According to lines 89‑97 of README.md, the directory tree follows the strict phases/<NN>-<phase-name>/<NN>-<lesson-name>/ pattern described above. Additionally, lines 13‑20 of AGENTS.md restate the layout under the "Repo layout" section, confirming these conventions for contributors and automated agents. These documentation files serve as the authoritative source for the naming patterns implemented throughout the curriculum.

Summary

  • Phase directories follow the pattern phases/<NN>-<phase-name>/ using zero-padded two-digit numbers and kebab-case names.
  • Lesson directories repeat the phase number prefix: phases/<NN>-<phase-name>/<NN>-<lesson-name>/.
  • Standard sub-folders (code/, docs/, outputs/) exist inside every lesson directory.
  • Automated tooling relies on these predictable patterns to locate and sort content chronologically.
  • Documentation in README.md (lines 89‑97) and AGENTS.md (lines 13‑20) defines the official structure.
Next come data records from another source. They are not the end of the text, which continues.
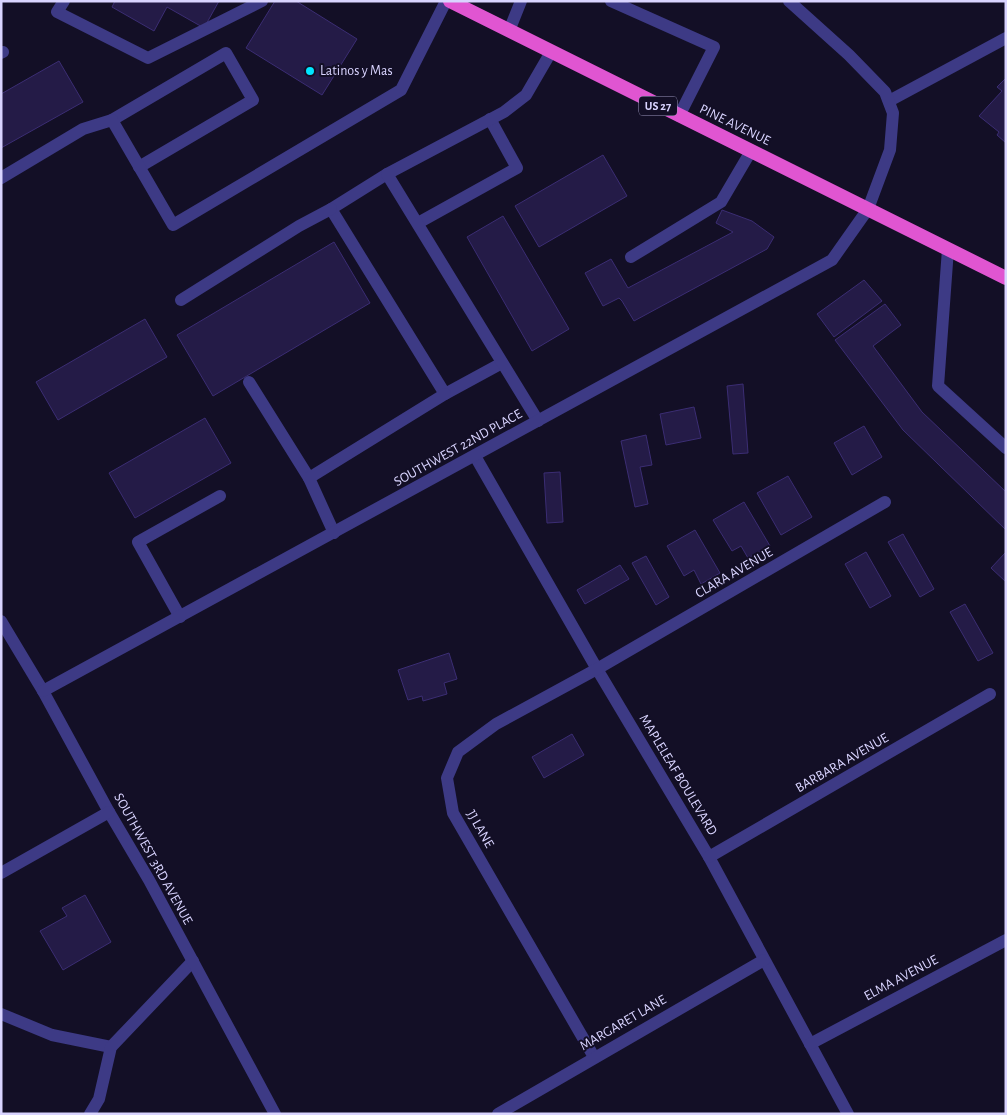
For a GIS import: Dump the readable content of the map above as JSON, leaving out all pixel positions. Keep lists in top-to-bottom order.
{
  "streets": {
    "highway": ["US 27", "PINE AVENUE"],
    "street": [
      "SOUTHWEST 22ND PLACE",
      "CLARA AVENUE",
      "BARBARA AVENUE",
      "MAPLELEAF BOULEVARD",
      "JJ LANE",
      "SOUTHWEST 3RD AVENUE",
      "ELMA AVENUE",
      "MARGARET LANE"
    ]
  },
  "crossings": [
    ["PINE AVENUE", "SOUTHWEST 22ND PLACE"],
    ["SOUTHWEST 22ND PLACE", "MAPLELEAF BOULEVARD"],
    ["SOUTHWEST 22ND PLACE", "SOUTHWEST 3RD AVENUE"],
    ["CLARA AVENUE", "MAPLELEAF BOULEVARD"],
    ["CLARA AVENUE", "JJ LANE"],
    ["BARBARA AVENUE", "MAPLELEAF BOULEVARD"],
    ["MAPLELEAF BOULEVARD", "JJ LANE"],
    ["MAPLELEAF BOULEVARD", "ELMA AVENUE"],
    ["MAPLELEAF BOULEVARD", "MARGARET LANE"],
    ["JJ LANE", "MARGARET LANE"]
  ],
  "places": ["Latinos y Mas"]
}
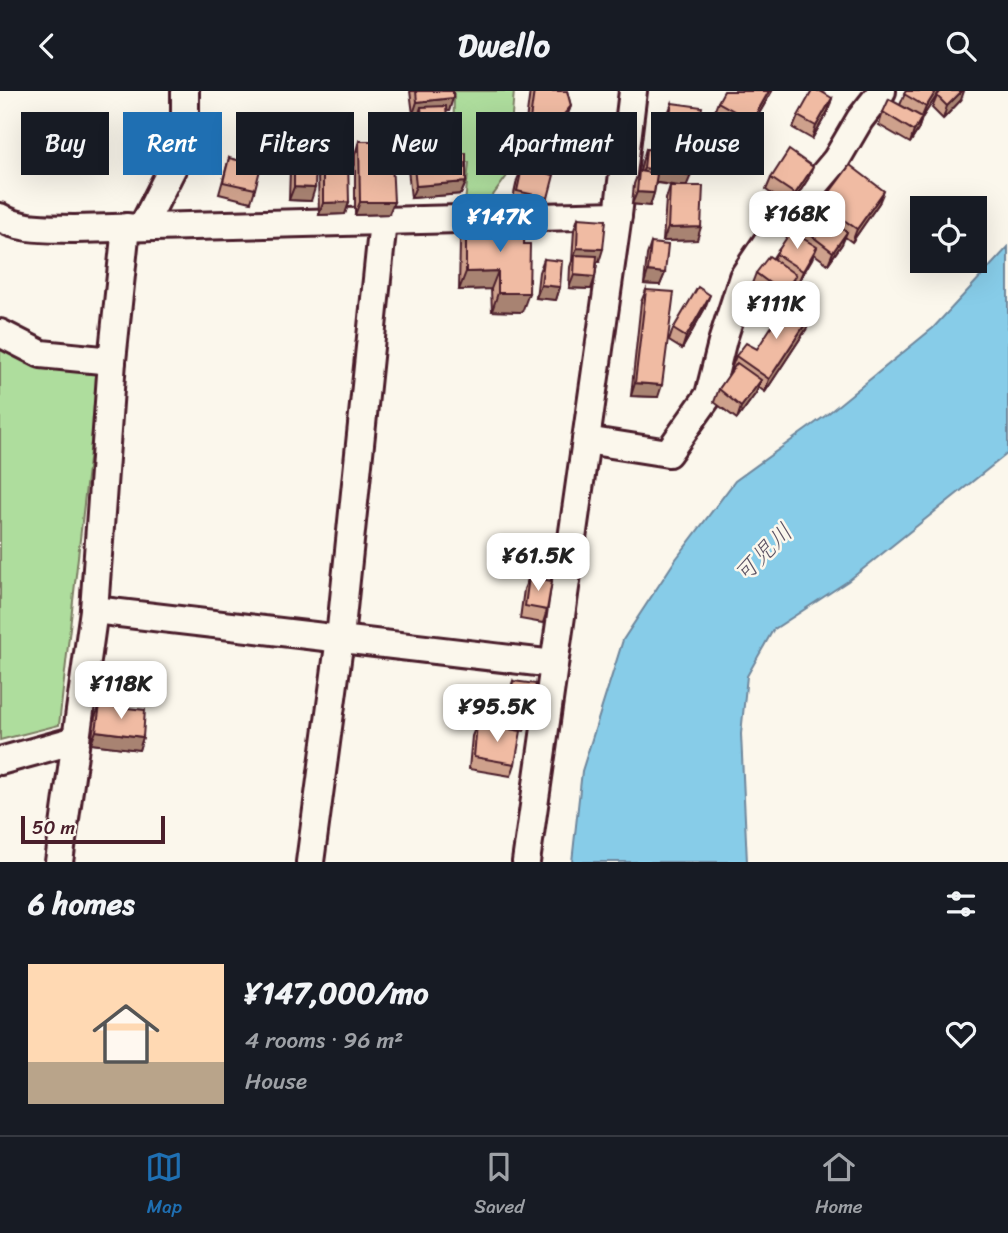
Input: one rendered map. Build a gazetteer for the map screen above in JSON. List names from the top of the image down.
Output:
{
  "water": ["可児川"],
  "scale_bar": "50 m",
  "page": {
    "header": "Dwello",
    "chip": [
      "Buy",
      "Rent",
      "Filters",
      "New",
      "Apartment",
      "House"
    ],
    "price": [
      "¥168K",
      "¥147K",
      "¥111K",
      "¥61.5K",
      "¥118K",
      "¥95.5K"
    ],
    "scale": "50 m",
    "heading": "6 homes",
    "list": [
      {
        "name": "¥147,000/mo",
        "note": "4 rooms · 96 m² · House"
      }
    ],
    "tabs": ["Map", "Saved", "Home"]
  }
}
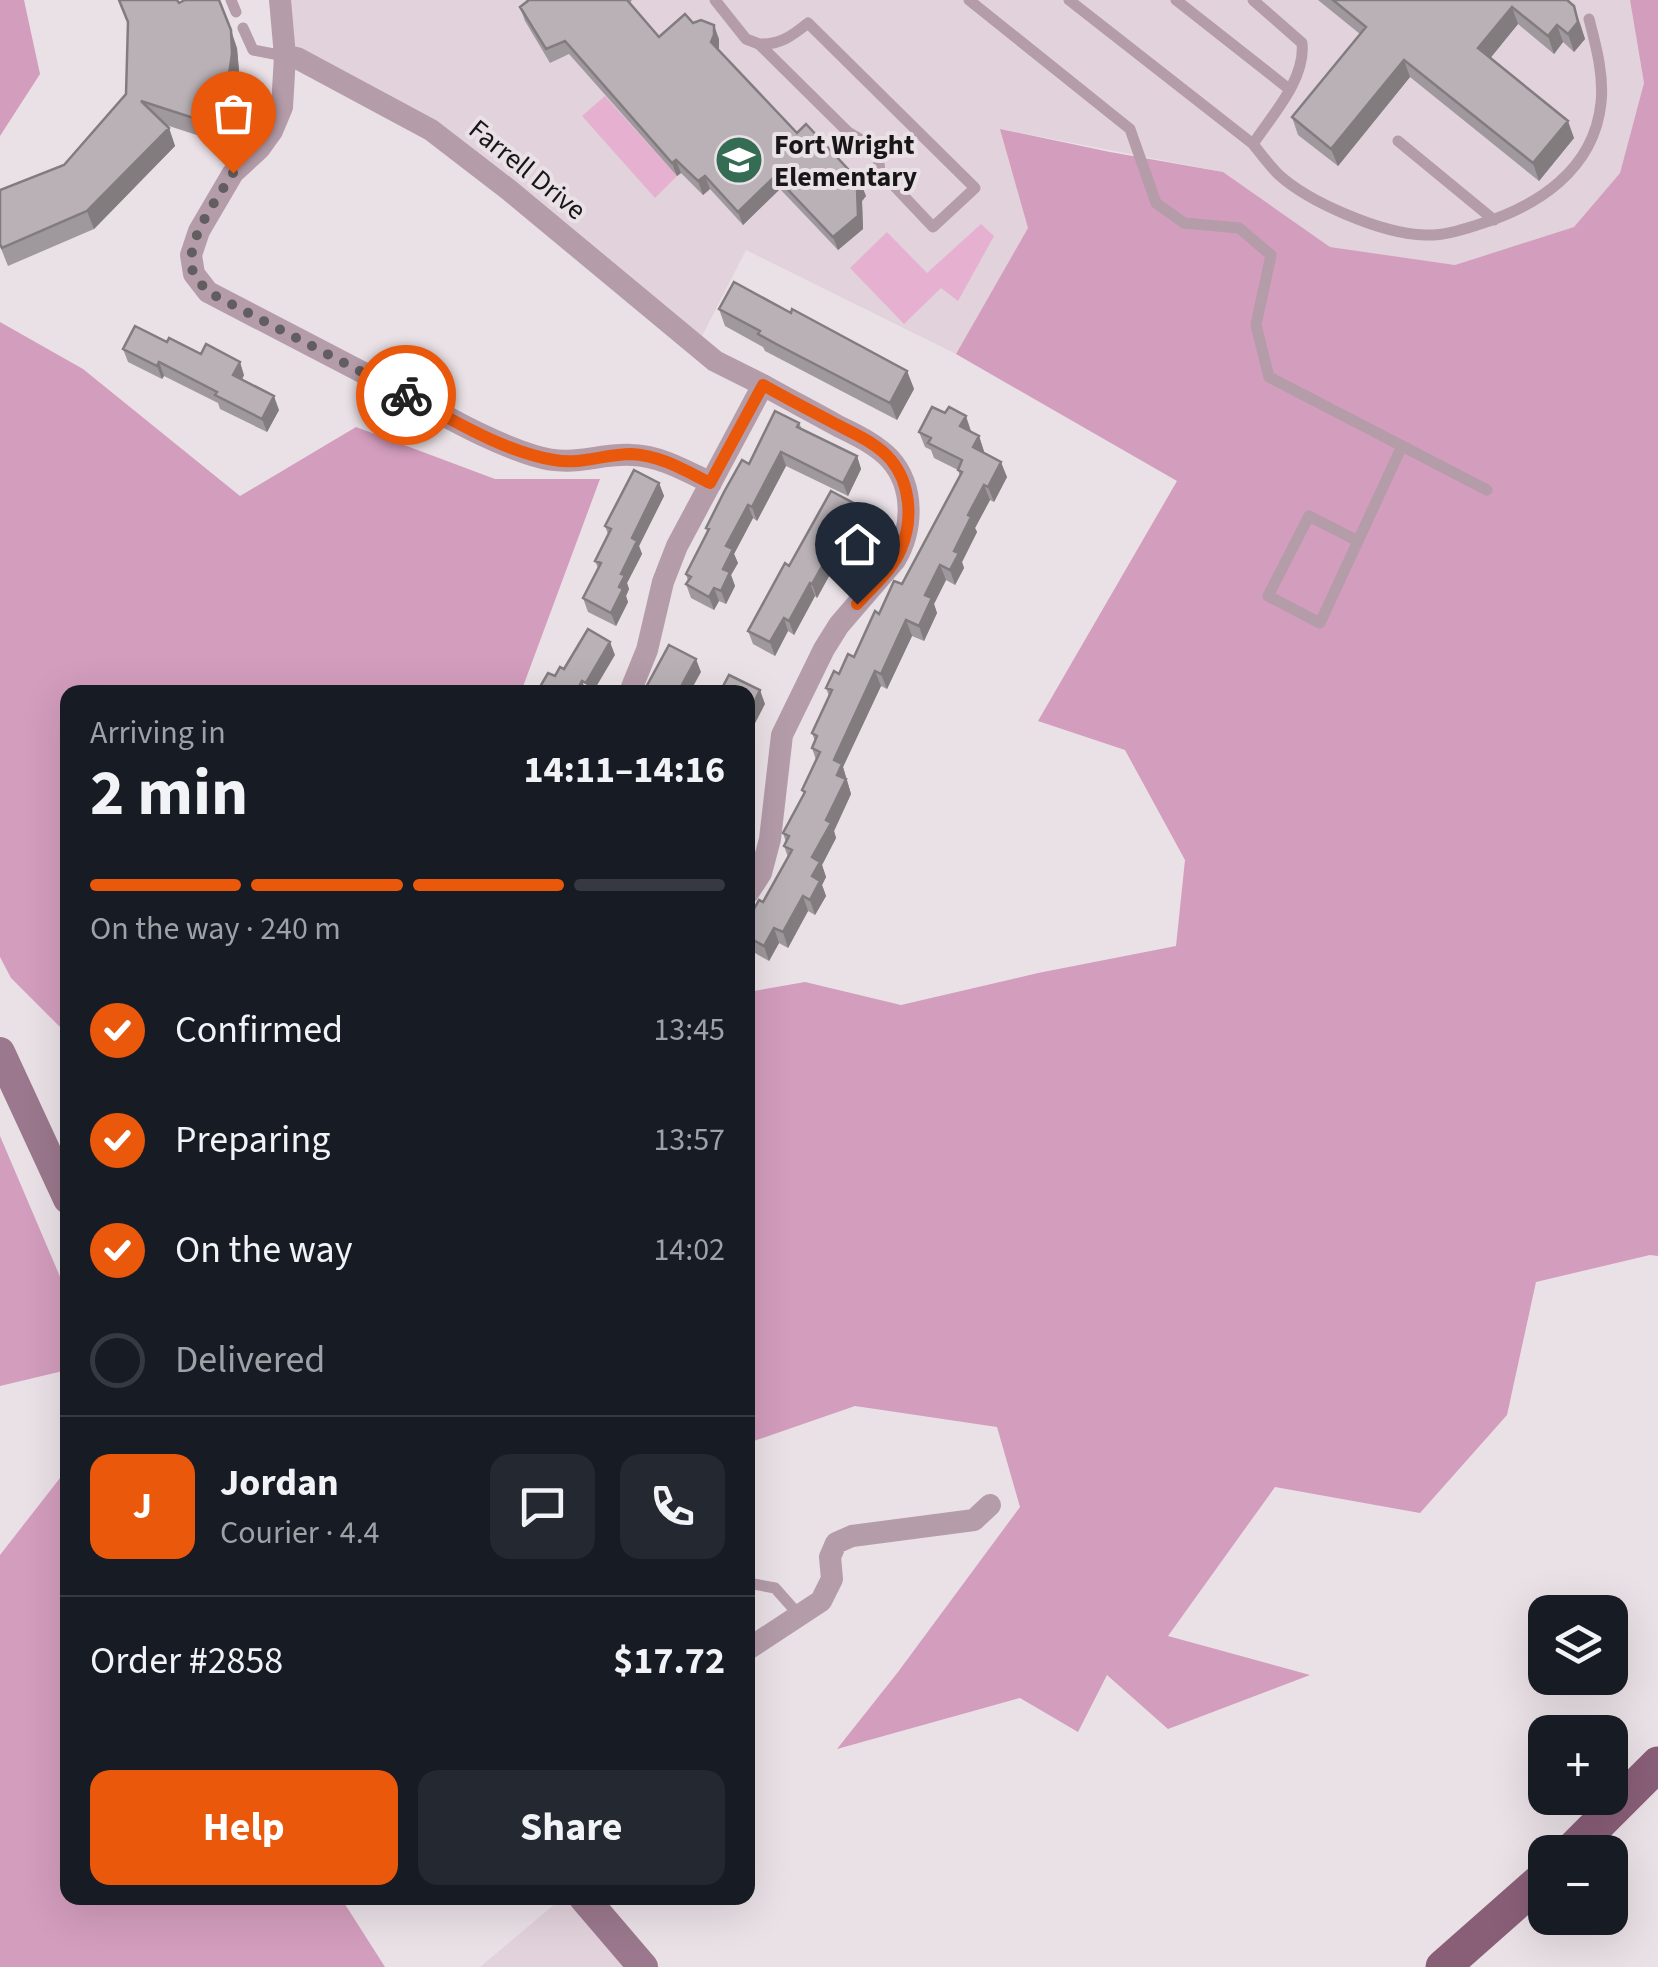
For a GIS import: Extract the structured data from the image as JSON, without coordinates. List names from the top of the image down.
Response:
{
  "streets": {
    "street": ["Farrell Drive"]
  },
  "places": {
    "school or university": ["Fort Wright Elementary"]
  },
  "page": {
    "heading": ["2 min", "Arriving in", "14:11–14:16"],
    "panel": [
      "Jordan",
      "Courier · 4.4",
      "Order #2858",
      "$17.72"
    ],
    "bar": "On the way · 240 m",
    "list": [
      ["Confirmed", "13:45"],
      ["Preparing", "13:57"],
      ["On the way", "14:02"],
      "Delivered"
    ],
    "round": "J",
    "map_buttons": ["+", "−"],
    "buttons": ["Help", "Share"]
  }
}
Frequently Asked Questions

What is the exact format for phase directory names?

Phase directories use the format phases/<NN>-<phase-name>/, where <NN> is a zero-padded two-digit integer (e.g., 04) and <phase-name> is a kebab-case descriptor (e.g., computer-vision). This creates paths like phases/04-computer-vision/.

Why do lessons use the same number prefix as their parent phase?

Lessons repeat the phase number prefix (e.g., 04-image-classification inside 04-computer-vision) to explicitly encode the chronological relationship and enable alphanumeric sorting. This pattern allows scripts to identify which lessons belong to which phase without parsing configuration files.

Where is the phase directory structure documented?

The structure is documented in lines 89‑97 of README.md and lines 13‑20 of AGENTS.md. Both files describe the phases/<NN>-<phase-name>/<NN>-<lesson-name>/ hierarchy and the standard sub-folders (code/, docs/, outputs/).

How can I list all lessons in a specific phase programmatically?

Use glob patterns with the zero-padded phase prefix. In Python, search phases/ for directories starting with the phase number (e.g., 04-*), then iterate the matching phase directory for sub-folders starting with the same prefix. This approach works in any language that supports glob matching or directory listing.